Sorting words that need to go into 2 columns in doc or calc but aren't separated by comma between greek and english translation

mikekaganski · April 14, 2019, 12:04pm

Finally … and the question is?

Oh, I have been finally able to find something like a question there :

but is there a suggested formula for doing this please as I have a lot of vocab from my book to sort like this and the bit I have pasted above is a small example

… but it took hard time, and finding the question didn’t allow me to understand the issue actually. A person obviously has software having the same problem as OP has: both OP and the software OP uses don’t suspect there are commas and other punctuation marks in existence.

mikekaganski · April 14, 2019, 12:04pm

Finally … and the question is?

Oh, I have been finally able to find something like a question there :

but is there a suggested formula for doing this please as I have a lot of vocab from my book to sort like this and the bit I have pasted above is a small example

… but it took hard time, and finding the question didn’t allow me to understand the issue actually. A person obviously has software having the same problem as OP has: both OP and the software OP uses don’t suspect there are commas and other punctuation marks in existence.

goonhilly · April 14, 2019, 4:22pm

I meant that I had scanned in with a iphone photo app that turned the photo of the text in the book into “text file” that I pasted into a doc/text file and then tried to get into columns but ended up manually putting in commas between the greek letters and the english and separating manually. This was taking too long and with 2500 words potentially a long exercise.
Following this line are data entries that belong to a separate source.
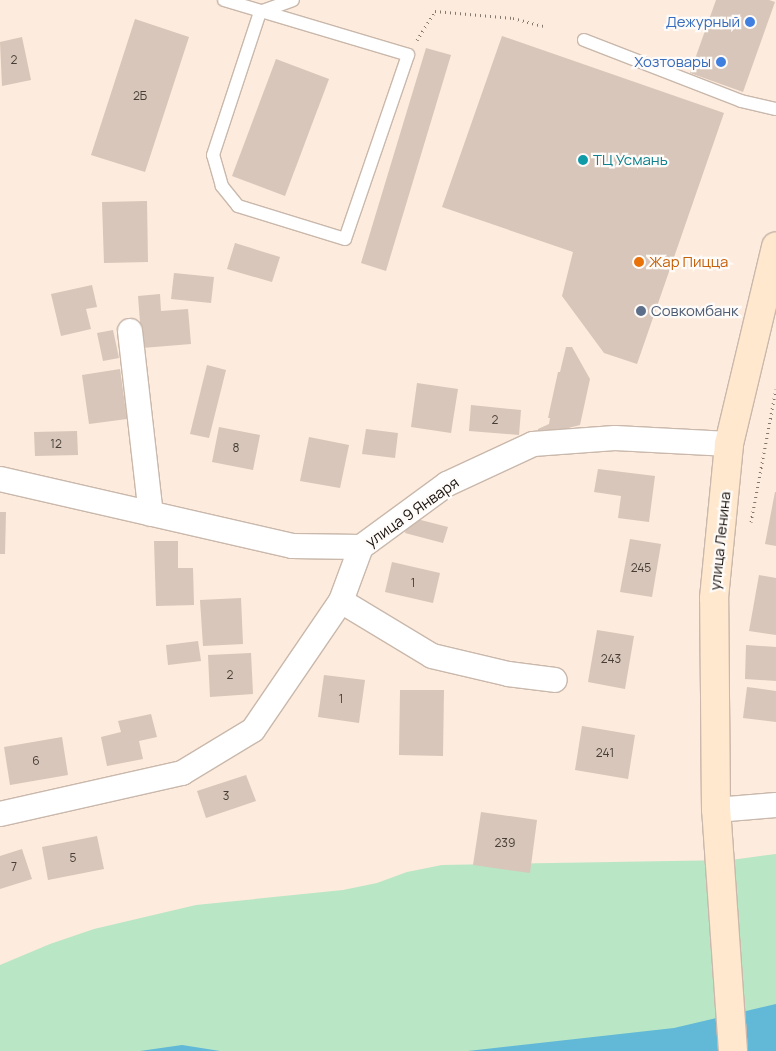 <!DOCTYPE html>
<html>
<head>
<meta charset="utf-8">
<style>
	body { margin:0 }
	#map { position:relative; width:776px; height:1051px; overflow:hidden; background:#fdebdd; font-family:Manrope,sans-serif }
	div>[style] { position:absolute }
	.green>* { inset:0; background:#b9e6c5 }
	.water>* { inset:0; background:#61b8d7 }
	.building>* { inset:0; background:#d7c6b9 }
	.path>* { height:3px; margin-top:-1.5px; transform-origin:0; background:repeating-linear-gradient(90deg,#84796f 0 1px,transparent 0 5px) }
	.roads { filter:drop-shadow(1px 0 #c9b8ab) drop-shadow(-1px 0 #c9b8ab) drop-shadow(0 1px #c9b8ab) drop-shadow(0 -1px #c9b8ab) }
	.service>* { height:12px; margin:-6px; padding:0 6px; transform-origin:6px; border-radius:6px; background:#fff }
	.minor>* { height:24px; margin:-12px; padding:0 12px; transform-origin:12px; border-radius:12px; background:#fff }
	.secondary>* { height:28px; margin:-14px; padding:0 14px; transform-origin:14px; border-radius:14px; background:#ffe8cd }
	.dots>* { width:14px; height:14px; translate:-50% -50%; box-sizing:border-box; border:2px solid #fffbf9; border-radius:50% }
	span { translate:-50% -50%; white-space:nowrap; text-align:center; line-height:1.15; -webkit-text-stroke:4.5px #fffbf9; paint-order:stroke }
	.number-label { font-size:12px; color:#463e36 }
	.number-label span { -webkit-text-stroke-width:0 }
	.shop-label { font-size:15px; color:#366cbe }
	.right { translate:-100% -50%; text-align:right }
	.culture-label { font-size:15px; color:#0d838f }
	.left { translate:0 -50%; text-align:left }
	.food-label { font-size:15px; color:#c56008 }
	.service-label { font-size:15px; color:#4e5e75 }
	.street-label { font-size:15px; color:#16100b }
</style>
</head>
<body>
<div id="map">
	<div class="green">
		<div style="clip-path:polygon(776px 854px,776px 1051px,0 1051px,0 965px,50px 944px,94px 929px,196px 905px,343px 890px,377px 883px,407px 872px,442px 865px,731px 860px)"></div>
	</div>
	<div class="water">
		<div style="clip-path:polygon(776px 1004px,776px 1051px,468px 1051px,674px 1028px)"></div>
		<div style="clip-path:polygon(182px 1045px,220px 1051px,140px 1051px)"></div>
	</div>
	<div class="building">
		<div style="clip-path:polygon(716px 0,769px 0,775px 2px,743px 92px,690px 73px)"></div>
		<div style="clip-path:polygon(135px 19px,189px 37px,145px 172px,91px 155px)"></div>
		<div style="clip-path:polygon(502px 36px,724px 113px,637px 364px,604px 353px,562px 296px,573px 252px,442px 207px)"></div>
		<div style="clip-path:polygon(22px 37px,31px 80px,2px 86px,0 42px)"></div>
		<div style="clip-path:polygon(426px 48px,451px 55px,386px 271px,361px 263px)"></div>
		<div style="clip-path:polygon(276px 59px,329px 79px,285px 196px,232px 176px)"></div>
		<div style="clip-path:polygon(147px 201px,148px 262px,104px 263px,102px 202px)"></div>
		<div style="clip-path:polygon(235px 243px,280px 257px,272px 282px,227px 269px)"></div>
		<div style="clip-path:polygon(174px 273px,214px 277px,211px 303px,171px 299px)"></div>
		<div style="clip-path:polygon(92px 285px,97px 307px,86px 309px,91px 329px,61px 336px,51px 294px)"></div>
		<div style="clip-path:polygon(160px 294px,161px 311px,188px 309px,191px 344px,142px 348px,138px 296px)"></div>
		<div style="clip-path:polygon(113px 330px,119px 358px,103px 361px,97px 333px)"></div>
		<div style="clip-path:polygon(566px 347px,572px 347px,590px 379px,580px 425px,538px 436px,538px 429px,549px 424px,550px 418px,548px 418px,558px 372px,560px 372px)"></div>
		<div style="clip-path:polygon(207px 365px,226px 370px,209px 438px,190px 434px)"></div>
		<div style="clip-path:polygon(120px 369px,127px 419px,89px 424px,82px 375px)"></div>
		<div style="clip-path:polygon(417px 383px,458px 389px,451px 433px,411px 427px)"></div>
		<div style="clip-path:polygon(471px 405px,521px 410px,519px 435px,469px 431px)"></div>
		<div style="clip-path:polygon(219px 427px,260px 435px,253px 470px,212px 462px)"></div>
		<div style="clip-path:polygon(366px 429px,398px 433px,395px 458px,362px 454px)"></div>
		<div style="clip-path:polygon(77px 431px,78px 455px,35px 456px,34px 432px)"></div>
		<div style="clip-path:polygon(309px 437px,349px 445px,340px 488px,300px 481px)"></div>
		<div style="clip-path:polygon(598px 469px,655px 476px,649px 522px,618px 518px,621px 496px,594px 492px)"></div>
		<div style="clip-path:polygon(775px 492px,776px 492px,776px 546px,765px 544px)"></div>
		<div style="clip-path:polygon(0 512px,6px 512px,5px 554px,0 554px)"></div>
		<div style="clip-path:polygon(409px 517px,448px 527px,443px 543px,405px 533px)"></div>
		<div style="clip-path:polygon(630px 539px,661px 544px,652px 597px,620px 592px)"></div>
		<div style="clip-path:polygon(154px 541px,178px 541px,178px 568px,193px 568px,194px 605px,156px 606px)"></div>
		<div style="clip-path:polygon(392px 562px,440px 573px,433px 603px,385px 592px)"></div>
		<div style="clip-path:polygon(759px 575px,776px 578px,776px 635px,749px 631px)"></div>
		<div style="clip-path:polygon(241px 598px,243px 644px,203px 646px,200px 600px)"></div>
		<div style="clip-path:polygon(597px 630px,634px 636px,625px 689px,588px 682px)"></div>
		<div style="clip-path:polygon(198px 641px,201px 661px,168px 665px,166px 645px)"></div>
		<div style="clip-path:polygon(746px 645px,776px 647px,776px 681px,745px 679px)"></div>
		<div style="clip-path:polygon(251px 653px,253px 694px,210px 697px,208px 655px)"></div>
		<div style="clip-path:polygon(324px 675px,365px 680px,359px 723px,318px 717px)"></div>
		<div style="clip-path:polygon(747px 687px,776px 691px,776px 722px,743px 718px)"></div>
		<div style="clip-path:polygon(400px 690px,444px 690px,443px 756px,399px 755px)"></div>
		<div style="clip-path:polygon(151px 714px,157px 737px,139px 741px,143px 759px,107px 766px,101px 737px,121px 732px,118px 721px)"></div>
		<div style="clip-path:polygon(582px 726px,635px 735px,628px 779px,575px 770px)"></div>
		<div style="clip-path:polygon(62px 737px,68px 775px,10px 785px,4px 747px)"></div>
		<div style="clip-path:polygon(246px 775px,256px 801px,206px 818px,197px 791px)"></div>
		<div style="clip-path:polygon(481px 812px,537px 820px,530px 873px,473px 865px)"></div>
		<div style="clip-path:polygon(97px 836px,104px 869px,48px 880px,42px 847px)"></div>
		<div style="clip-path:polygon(22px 849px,32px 879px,0 889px,0 856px)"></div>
	</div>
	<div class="path">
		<div style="left:417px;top:40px;width:34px;rotate:-58deg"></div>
		<div style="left:435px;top:11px;width:78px;rotate:5.1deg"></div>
		<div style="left:513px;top:18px;width:31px;rotate:15deg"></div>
		<div style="left:751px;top:522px;width:135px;rotate:-79.4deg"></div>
	</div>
	<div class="roads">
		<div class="service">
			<div style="left:224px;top:0;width:192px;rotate:16.6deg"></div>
			<div style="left:408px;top:55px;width:194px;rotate:108.9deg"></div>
			<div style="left:345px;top:239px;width:112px;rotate:-162.9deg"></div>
			<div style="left:238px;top:206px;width:26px;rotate:-129deg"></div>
			<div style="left:222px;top:186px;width:32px;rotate:-106deg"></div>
			<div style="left:213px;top:155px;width:151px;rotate:-71.8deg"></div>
			<div style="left:260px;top:12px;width:35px;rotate:-20deg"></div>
			<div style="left:584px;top:40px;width:168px;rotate:21.2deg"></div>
			<div style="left:741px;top:101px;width:36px;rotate:13deg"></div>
		</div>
		<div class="minor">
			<div style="left:130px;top:331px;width:184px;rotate:83.5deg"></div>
			<div style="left:0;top:479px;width:300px;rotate:12.9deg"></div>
			<div style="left:292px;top:546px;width:69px;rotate:0.8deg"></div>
			<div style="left:361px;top:547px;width:107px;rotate:-36.2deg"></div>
			<div style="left:447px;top:484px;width:95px;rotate:-24.9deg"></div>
			<div style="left:533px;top:444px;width:82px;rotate:-4.2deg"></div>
			<div style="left:615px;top:438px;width:114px;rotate:3deg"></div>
			<div style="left:341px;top:601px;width:106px;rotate:31.1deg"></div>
			<div style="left:432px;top:656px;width:78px;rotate:13.3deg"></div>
			<div style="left:508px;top:674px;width:47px;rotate:7.3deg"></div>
			<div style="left:716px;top:810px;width:60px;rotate:-4.8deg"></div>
			<div style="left:0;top:814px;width:187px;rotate:-12.7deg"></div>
			<div style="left:182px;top:773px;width:83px;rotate:-31.2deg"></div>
			<div style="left:253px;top:730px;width:156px;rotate:-55.7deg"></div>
			<div style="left:341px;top:601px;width:58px;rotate:-69.7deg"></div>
		</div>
		<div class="secondary">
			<div style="left:733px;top:1051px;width:242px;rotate:-94deg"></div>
			<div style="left:716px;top:810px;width:212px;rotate:-90.5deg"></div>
			<div style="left:714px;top:598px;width:155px;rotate:-84.4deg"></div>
			<div style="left:729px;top:444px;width:203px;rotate:-76.6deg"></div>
		</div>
	</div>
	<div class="dots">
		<div style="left:750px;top:22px;background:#3f7fe0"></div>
		<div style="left:721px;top:62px;background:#3f7fe0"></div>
		<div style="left:583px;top:160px;background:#0f9aa8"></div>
		<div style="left:639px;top:262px;background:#e8710a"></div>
		<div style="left:641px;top:311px;background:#5c6f8a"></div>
	</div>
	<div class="number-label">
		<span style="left:14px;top:60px">2</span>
		<span style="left:140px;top:96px">2Б</span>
		<span style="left:495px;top:420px">2</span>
		<span style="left:56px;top:444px">12</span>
		<span style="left:236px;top:448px">8</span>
		<span style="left:641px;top:568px">245</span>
		<span style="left:413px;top:583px">1</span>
		<span style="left:611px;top:659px">243</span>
		<span style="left:230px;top:675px">2</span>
		<span style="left:341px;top:699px">1</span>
		<span style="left:605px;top:753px">241</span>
		<span style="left:36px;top:761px">6</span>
		<span style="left:226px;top:796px">3</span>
		<span style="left:505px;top:843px">239</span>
		<span style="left:73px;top:858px">5</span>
		<span style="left:14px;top:867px">7</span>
	</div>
	<div class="shop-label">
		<span class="right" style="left:740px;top:22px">Дежурный</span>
		<span class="right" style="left:711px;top:62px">Хозтовары</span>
	</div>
	<div class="culture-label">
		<span class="left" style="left:593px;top:160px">ТЦ Усмань</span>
	</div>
	<div class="food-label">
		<span class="left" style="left:649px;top:262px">Жар Пицца</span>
	</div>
	<div class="service-label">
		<span class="left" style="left:651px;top:311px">Совкомбанк</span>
	</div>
	<div class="street-label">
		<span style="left:412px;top:512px;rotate:-35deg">улица 9 Января</span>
		<span style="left:720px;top:541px;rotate:-84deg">улица Ленина</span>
	</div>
</div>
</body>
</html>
goonhilly · April 14, 2019, 4:34pm

I was using the simple data formula but thought that there might be a better way to sort the jumble of greek and english letter.
For example I can from my text file created from a text scan app get from the snippet above:- “το γραφείο desk” i.e the greek word for desk is given first-thus I then manually inserted a comma between greek word and the word for desk and was able to then sort into 2 columns - 1 with greek comb of το γραφείο and 2nd column lined up with each greek word is the english word.
The text file created from the scan reader accurately shows the commas between some of the english words where the greek word can have more than 1 meaning so I then had to manually remove those commas and put in a singly comma between the greek and english words. I suppose I could have left the commas separating some of the combinations of english words and inserted a dash/hyphen etc but it was still slow going then thought I need to find some formula that put in a separator afterthe greek

Cookievore · April 14, 2019, 6:57pm

A formular will only be able to seperate and process a data set with defined structure and criteria for field, field seperator and end of data set. If your data contains commas, commas are disqualified as field seperator (except you parenthesise your field with lets say quotation marks). Particularly as the count of commas varies from data set to data set. Choose something else, e.g. semicolon as field seperator. You’ll need something to mark the end of the data set, e.g. # in case there’s no CR/LF. I’d assume that this could be done in three steps. First the “export” (really no other way than photo and ocr process? weird …), second preparing the ascii file, third import ascii as csv file and processing the strings with “formula” in LO calc: splitting them into seperate columns.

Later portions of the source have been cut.